Table 5 Regression estimated parameters of the association between the Natsal-SF general factor and external criteria

Test–retest reliability

The test–retest reliability of the Natsal-SF general factor was r = 0.72, p < 0.001, in a sample of 144 participants who responded to the 17 Natsal-SF items at follow up two weeks after completing the first survey.

Discussion and conclusion

We found the Natsal-SF to be reliable, valid and able to discriminate between clinical and general population groups. It provides a measure of sexual function in the last year. By including items on distress and relationships, and by being relevant to all regardless of sexual lifestyle, it addresses some of the key gaps in current measurement design.

For implementers of large-scale epidemiological surveys there are several advantages to this measure. It is brief and the questions are non-intrusive and easy to understand. Programme filtering means that respondents only see questions relevant to their experience.

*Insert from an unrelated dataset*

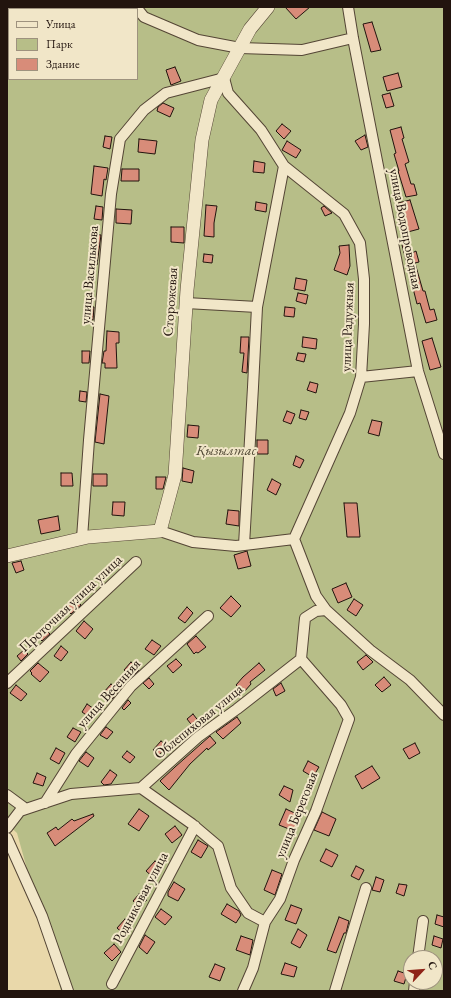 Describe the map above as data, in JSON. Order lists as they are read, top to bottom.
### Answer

As previously outlined, this is a measure of sexual function, which according to our development work is about the absence of sexual function problems, a positive sexual relationship, feeling sexually satisfied and an absence of personally felt distress. It is important to note that the items on individual sexual function problems do not equate to a clinical diagnosis of specific dysfunction. Our development work [5] suggested that the construct of sexual function is as much relational and psychological as it is biomedical, and so the avoidance of a clinical diagnosis may be seen as an advantage. A limitation of the methodology of this study has been the use of an internet panel as a proxy to the general population [2325]. However the forthcoming Natsal-3 survey will provide opportunity to further validate the measure on a community based random probability sample. The poor performance of the item “reached a climax more quickly than you would like” is puzzling. One possible explanation is that some respondents tick ‘yes’ to this item, not because they feel they have a problem with premature ejaculation, but simply because they see delaying climax further as an ideal; they actually rate their function as fine. Our data supports this hypothesis: less than a third (29 %) of general population respondents reported feeling fairly or very distressed about this experience. On average, for all the other problems, 53 % reported feeling fairly or very distressed.

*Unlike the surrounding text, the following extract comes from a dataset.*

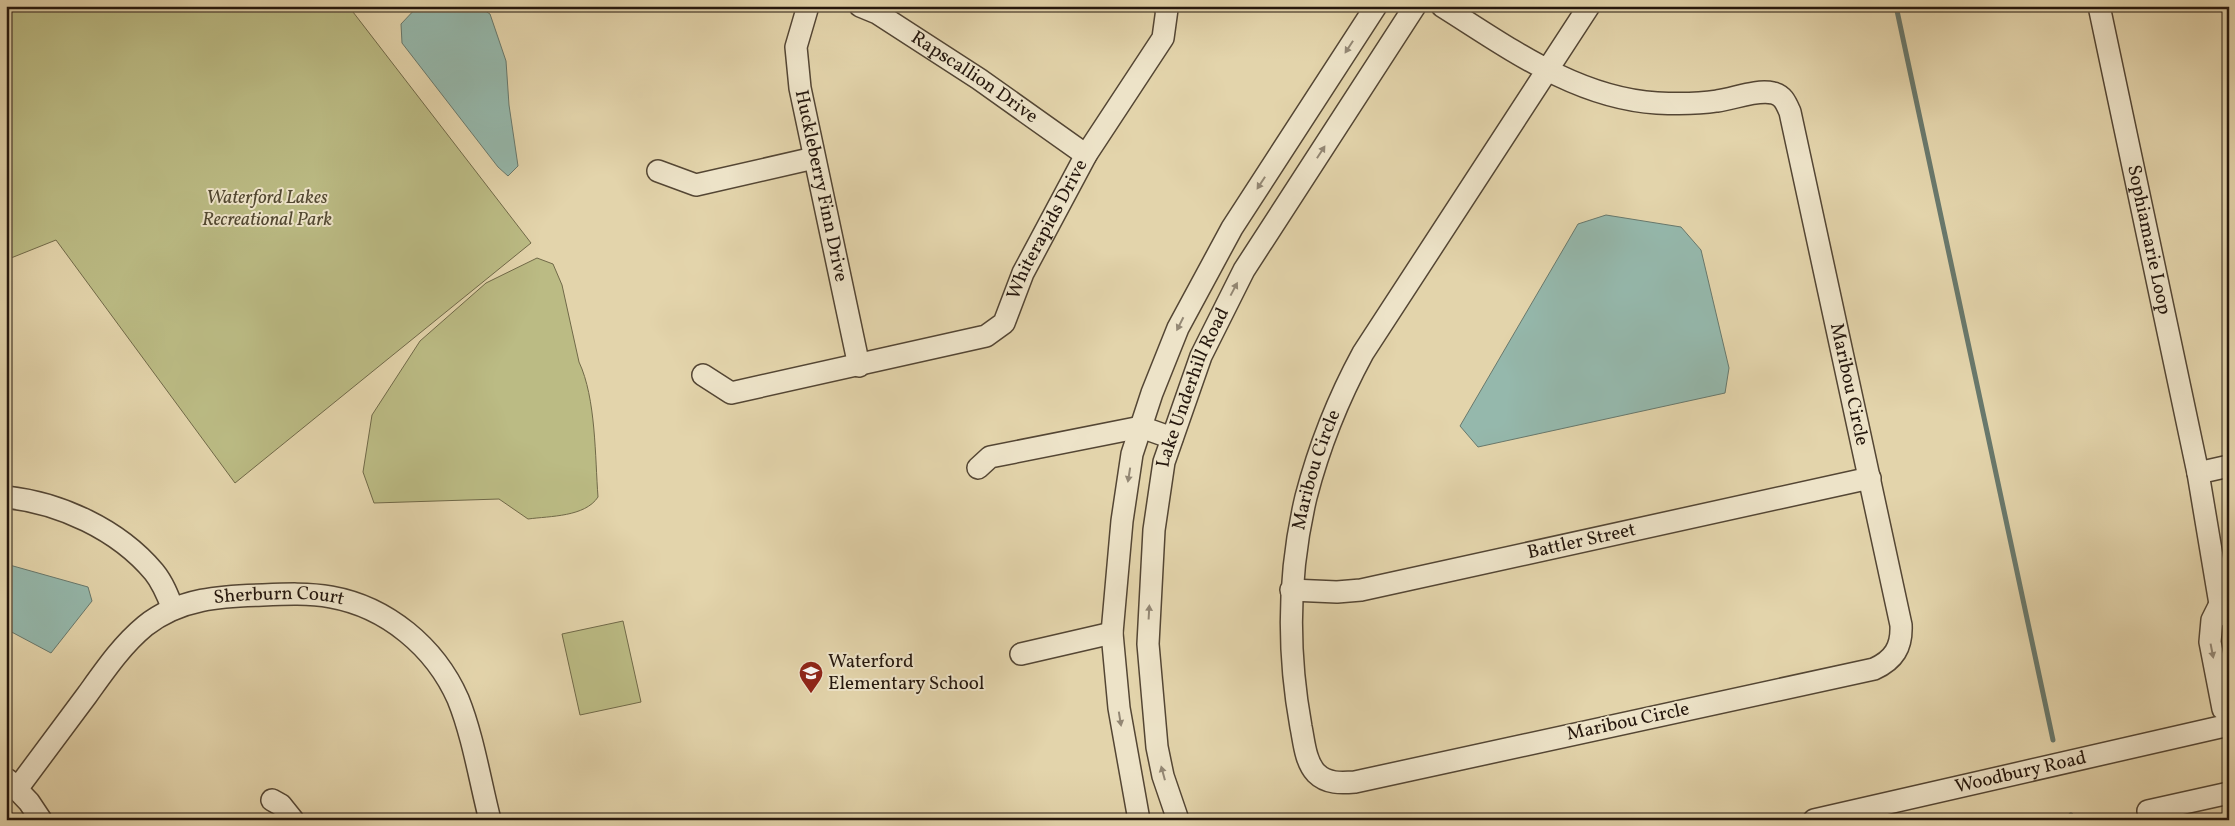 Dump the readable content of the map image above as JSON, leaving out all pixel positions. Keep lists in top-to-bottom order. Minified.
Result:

The inclusion of items measuring persistence of symptoms, severity of symptoms and associated distress has been shown to impact on prevalence estimates [9, 26]. Our measure originally included these items but they were excluded from the final measure because they did not add further information. Similarly we asked respondents who reported avoiding sex, why they had done so, and this item was excluded for the same reason. However, survey implementers may wish to include these items in their questionnaire because they add useful detail when examining sexual function difficulties separately.

The possibilities for future use of this measure are exciting. It is our hope that it will be widely used in community surveys. Being brief, it is also likely to be attractive to clinicians as a clinical screening tool, although a separate study would be required to assess its validity in this context.